===== Records for processing
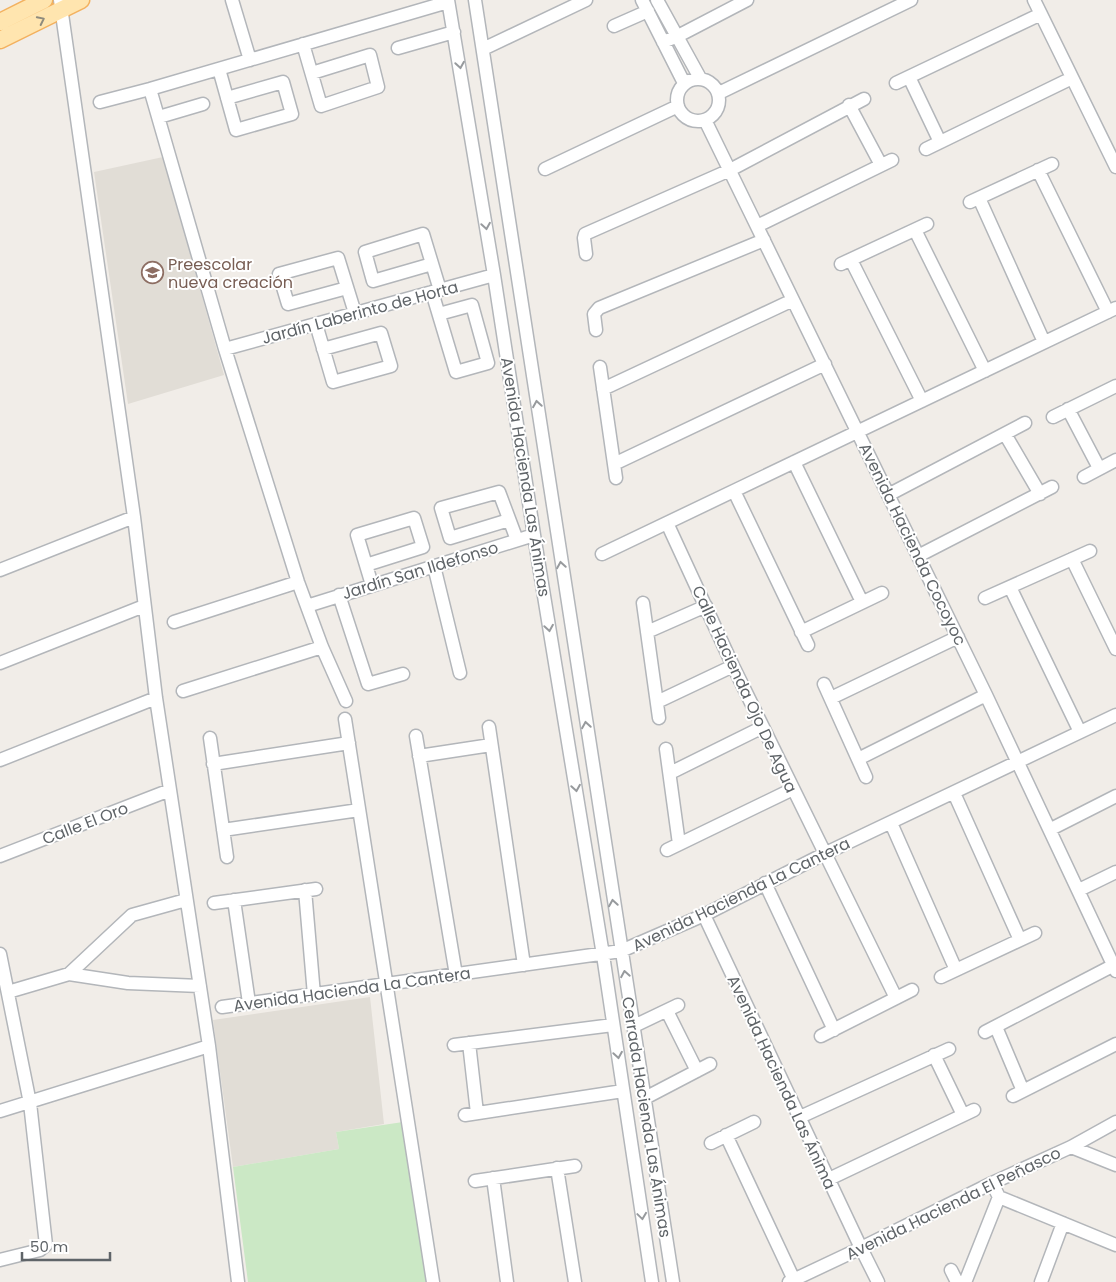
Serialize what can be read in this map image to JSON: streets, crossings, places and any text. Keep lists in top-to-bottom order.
{
  "streets": {
    "street": [
      "Jardín Laberinto de Horta",
      "Avenida Hacienda Las Ánimas",
      "Avenida Hacienda Cocoyoc",
      "Jardín San Ildefonso",
      "Calle Hacienda Ojo De Agua",
      "Calle El Oro",
      "Avenida Hacienda La Cantera",
      "Avenida Hacienda Las Ánima",
      "Cerrada Hacienda Las Ánimas",
      "Avenida Hacienda El Peñasco"
    ]
  },
  "crossings": [
    ["Jardín Laberinto de Horta", "Avenida Hacienda Las Ánimas"],
    ["Avenida Hacienda Las Ánimas", "Jardín San Ildefonso"],
    ["Avenida Hacienda Las Ánimas", "Avenida Hacienda La Cantera"],
    ["Avenida Hacienda Las Ánimas", "Cerrada Hacienda Las Ánimas"],
    ["Avenida Hacienda Cocoyoc", "Avenida Hacienda La Cantera"],
    ["Calle Hacienda Ojo De Agua", "Avenida Hacienda La Cantera"],
    ["Avenida Hacienda La Cantera", "Avenida Hacienda Las Ánima"],
    ["Avenida Hacienda La Cantera", "Cerrada Hacienda Las Ánimas"],
    ["Avenida Hacienda Las Ánima", "Avenida Hacienda El Peñasco"]
  ],
  "places": {
    "school or university": ["Preescolar nueva creación"]
  },
  "scale_bar": "50 m"
}
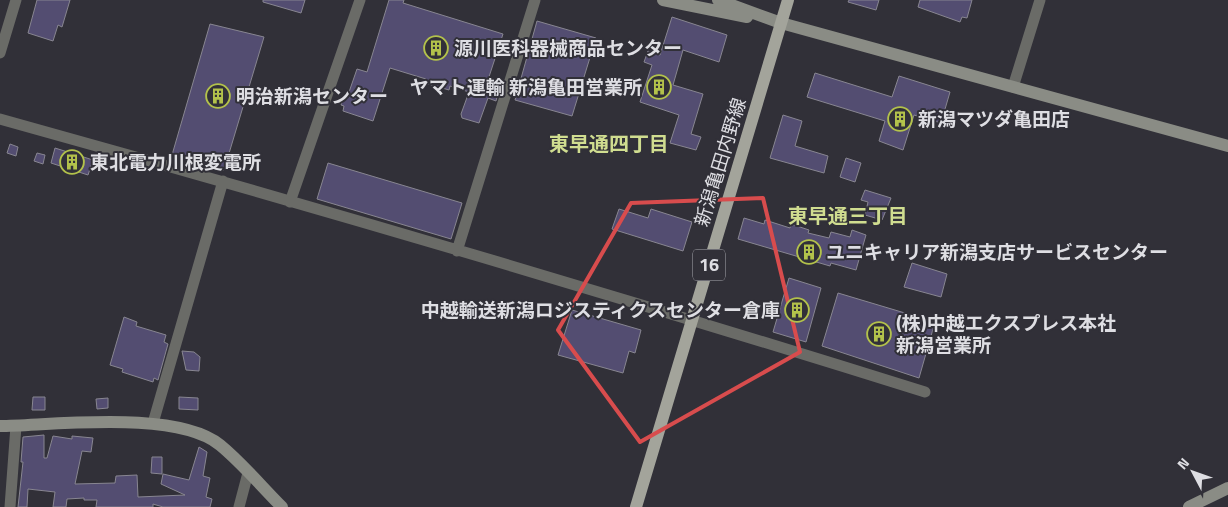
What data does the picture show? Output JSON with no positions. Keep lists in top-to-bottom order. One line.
{"streets":{"main road":["新潟亀田内野線","16"]},"districts":["東早通四丁目","東早通三丁目"],"places":{"building":["源川医科器械商品センター","ヤマト運輸 新潟亀田営業所","明治新潟センター","新潟マツダ亀田店","東北電力川根変電所","ユニキャリア新潟支店サービスセンター","中越輸送新潟ロジスティクスセンター倉庫","(株)中越エクスプレス本社 新潟営業所"]},"north":"top left"}
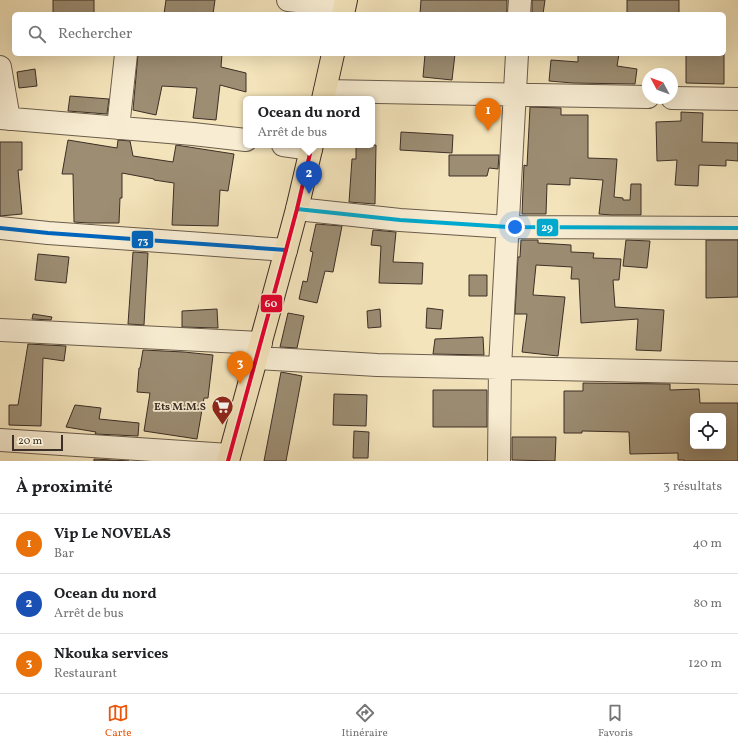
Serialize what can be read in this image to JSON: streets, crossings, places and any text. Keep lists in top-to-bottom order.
{
  "places": {
    "supermarket": ["Ets M.M.S"]
  },
  "lines": ["transit line 60", "transit line 29", "transit line 73"],
  "scale_bar": "20 m",
  "north": "top left",
  "page": {
    "search": "Rechercher",
    "popup": ["Ocean du nord", "Arrêt de bus"],
    "pins": ["1", "2", "3"],
    "scale": "20 m",
    "heading": ["À proximité", "3 résultats"],
    "list": [
      {
        "mark": "1",
        "name": "Vip Le NOVELAS",
        "note": "Bar",
        "value": "40 m"
      },
      {
        "mark": "2",
        "name": "Ocean du nord",
        "note": "Arrêt de bus",
        "value": "80 m"
      },
      {
        "mark": "3",
        "name": "Nkouka services",
        "note": "Restaurant",
        "value": "120 m"
      }
    ],
    "nav": ["Carte", "Itinéraire", "Favoris"]
  }
}
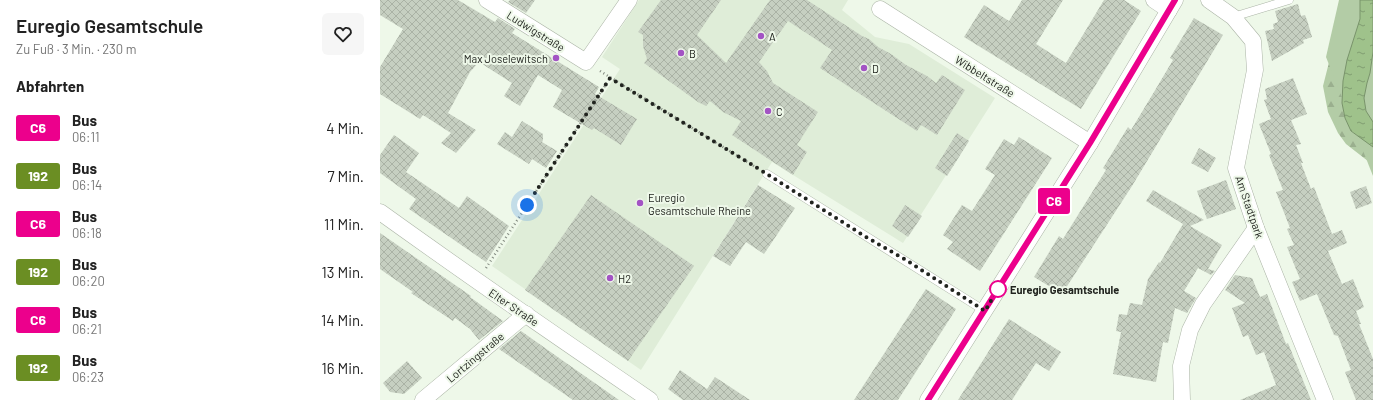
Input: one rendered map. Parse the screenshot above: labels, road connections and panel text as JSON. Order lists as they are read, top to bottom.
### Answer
{
  "streets": {
    "street": [
      "Ludwigstraße",
      "Wibbeltstraße",
      "Am Stadtpark",
      "Elter Straße",
      "Lortzingstraße"
    ]
  },
  "crossings": [
    ["Elter Straße", "Lortzingstraße"]
  ],
  "places": [
    "A",
    "B",
    "Max Joselewitsch",
    "D",
    "C",
    "Euregio Gesamtschule Rheine",
    "H2",
    "Euregio Gesamtschule"
  ],
  "lines": ["bus line C6"],
  "page": {
    "heading": [
      ["Euregio Gesamtschule", "Zu Fuß · 3 Min. · 230 m"],
      "Abfahrten"
    ],
    "on_map": "C6",
    "list": [
      {
        "mark": "C6",
        "name": "Bus",
        "note": "06:11",
        "value": "4 Min."
      },
      {
        "mark": "192",
        "name": "Bus",
        "note": "06:14",
        "value": "7 Min."
      },
      {
        "mark": "C6",
        "name": "Bus",
        "note": "06:18",
        "value": "11 Min."
      },
      {
        "mark": "192",
        "name": "Bus",
        "note": "06:20",
        "value": "13 Min."
      },
      {
        "mark": "C6",
        "name": "Bus",
        "note": "06:21",
        "value": "14 Min."
      },
      {
        "mark": "192",
        "name": "Bus",
        "note": "06:23",
        "value": "16 Min."
      }
    ]
  }
}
==========
▶ [Work instruction]: Each of the entries above must be output exactly, with none of the pictures.

▶ [Written reply]:
Serialize what can be read in this map image to JSON: streets, crossings, places and any text. Keep lists in top-to-bottom order.
{
  "streets": {
    "street": [
      "Jardín Laberinto de Horta",
      "Avenida Hacienda Las Ánimas",
      "Avenida Hacienda Cocoyoc",
      "Jardín San Ildefonso",
      "Calle Hacienda Ojo De Agua",
      "Calle El Oro",
      "Avenida Hacienda La Cantera",
      "Avenida Hacienda Las Ánima",
      "Cerrada Hacienda Las Ánimas",
      "Avenida Hacienda El Peñasco"
    ]
  },
  "crossings": [
    ["Jardín Laberinto de Horta", "Avenida Hacienda Las Ánimas"],
    ["Avenida Hacienda Las Ánimas", "Jardín San Ildefonso"],
    ["Avenida Hacienda Las Ánimas", "Avenida Hacienda La Cantera"],
    ["Avenida Hacienda Las Ánimas", "Cerrada Hacienda Las Ánimas"],
    ["Avenida Hacienda Cocoyoc", "Avenida Hacienda La Cantera"],
    ["Calle Hacienda Ojo De Agua", "Avenida Hacienda La Cantera"],
    ["Avenida Hacienda La Cantera", "Avenida Hacienda Las Ánima"],
    ["Avenida Hacienda La Cantera", "Cerrada Hacienda Las Ánimas"],
    ["Avenida Hacienda Las Ánima", "Avenida Hacienda El Peñasco"]
  ],
  "places": {
    "school or university": ["Preescolar nueva creación"]
  },
  "scale_bar": "50 m"
}
What data does the picture show? Output JSON with no positions. Keep lists in top-to-bottom order. One line.
{"streets":{"main road":["新潟亀田内野線","16"]},"districts":["東早通四丁目","東早通三丁目"],"places":{"building":["源川医科器械商品センター","ヤマト運輸 新潟亀田営業所","明治新潟センター","新潟マツダ亀田店","東北電力川根変電所","ユニキャリア新潟支店サービスセンター","中越輸送新潟ロジスティクスセンター倉庫","(株)中越エクスプレス本社 新潟営業所"]},"north":"top left"}
Serialize what can be read in this image to JSON: streets, crossings, places and any text. Keep lists in top-to-bottom order.
{
  "places": {
    "supermarket": ["Ets M.M.S"]
  },
  "lines": ["transit line 60", "transit line 29", "transit line 73"],
  "scale_bar": "20 m",
  "north": "top left",
  "page": {
    "search": "Rechercher",
    "popup": ["Ocean du nord", "Arrêt de bus"],
    "pins": ["1", "2", "3"],
    "scale": "20 m",
    "heading": ["À proximité", "3 résultats"],
    "list": [
      {
        "mark": "1",
        "name": "Vip Le NOVELAS",
        "note": "Bar",
        "value": "40 m"
      },
      {
        "mark": "2",
        "name": "Ocean du nord",
        "note": "Arrêt de bus",
        "value": "80 m"
      },
      {
        "mark": "3",
        "name": "Nkouka services",
        "note": "Restaurant",
        "value": "120 m"
      }
    ],
    "nav": ["Carte", "Itinéraire", "Favoris"]
  }
}
Input: one rendered map. Parse the screenshot above: labels, road connections and panel text as JSON. Order lists as they are read, top to bottom.
### Answer
{
  "streets": {
    "street": [
      "Ludwigstraße",
      "Wibbeltstraße",
      "Am Stadtpark",
      "Elter Straße",
      "Lortzingstraße"
    ]
  },
  "crossings": [
    ["Elter Straße", "Lortzingstraße"]
  ],
  "places": [
    "A",
    "B",
    "Max Joselewitsch",
    "D",
    "C",
    "Euregio Gesamtschule Rheine",
    "H2",
    "Euregio Gesamtschule"
  ],
  "lines": ["bus line C6"],
  "page": {
    "heading": [
      ["Euregio Gesamtschule", "Zu Fuß · 3 Min. · 230 m"],
      "Abfahrten"
    ],
    "on_map": "C6",
    "list": [
      {
        "mark": "C6",
        "name": "Bus",
        "note": "06:11",
        "value": "4 Min."
      },
      {
        "mark": "192",
        "name": "Bus",
        "note": "06:14",
        "value": "7 Min."
      },
      {
        "mark": "C6",
        "name": "Bus",
        "note": "06:18",
        "value": "11 Min."
      },
      {
        "mark": "192",
        "name": "Bus",
        "note": "06:20",
        "value": "13 Min."
      },
      {
        "mark": "C6",
        "name": "Bus",
        "note": "06:21",
        "value": "14 Min."
      },
      {
        "mark": "192",
        "name": "Bus",
        "note": "06:23",
        "value": "16 Min."
      }
    ]
  }
}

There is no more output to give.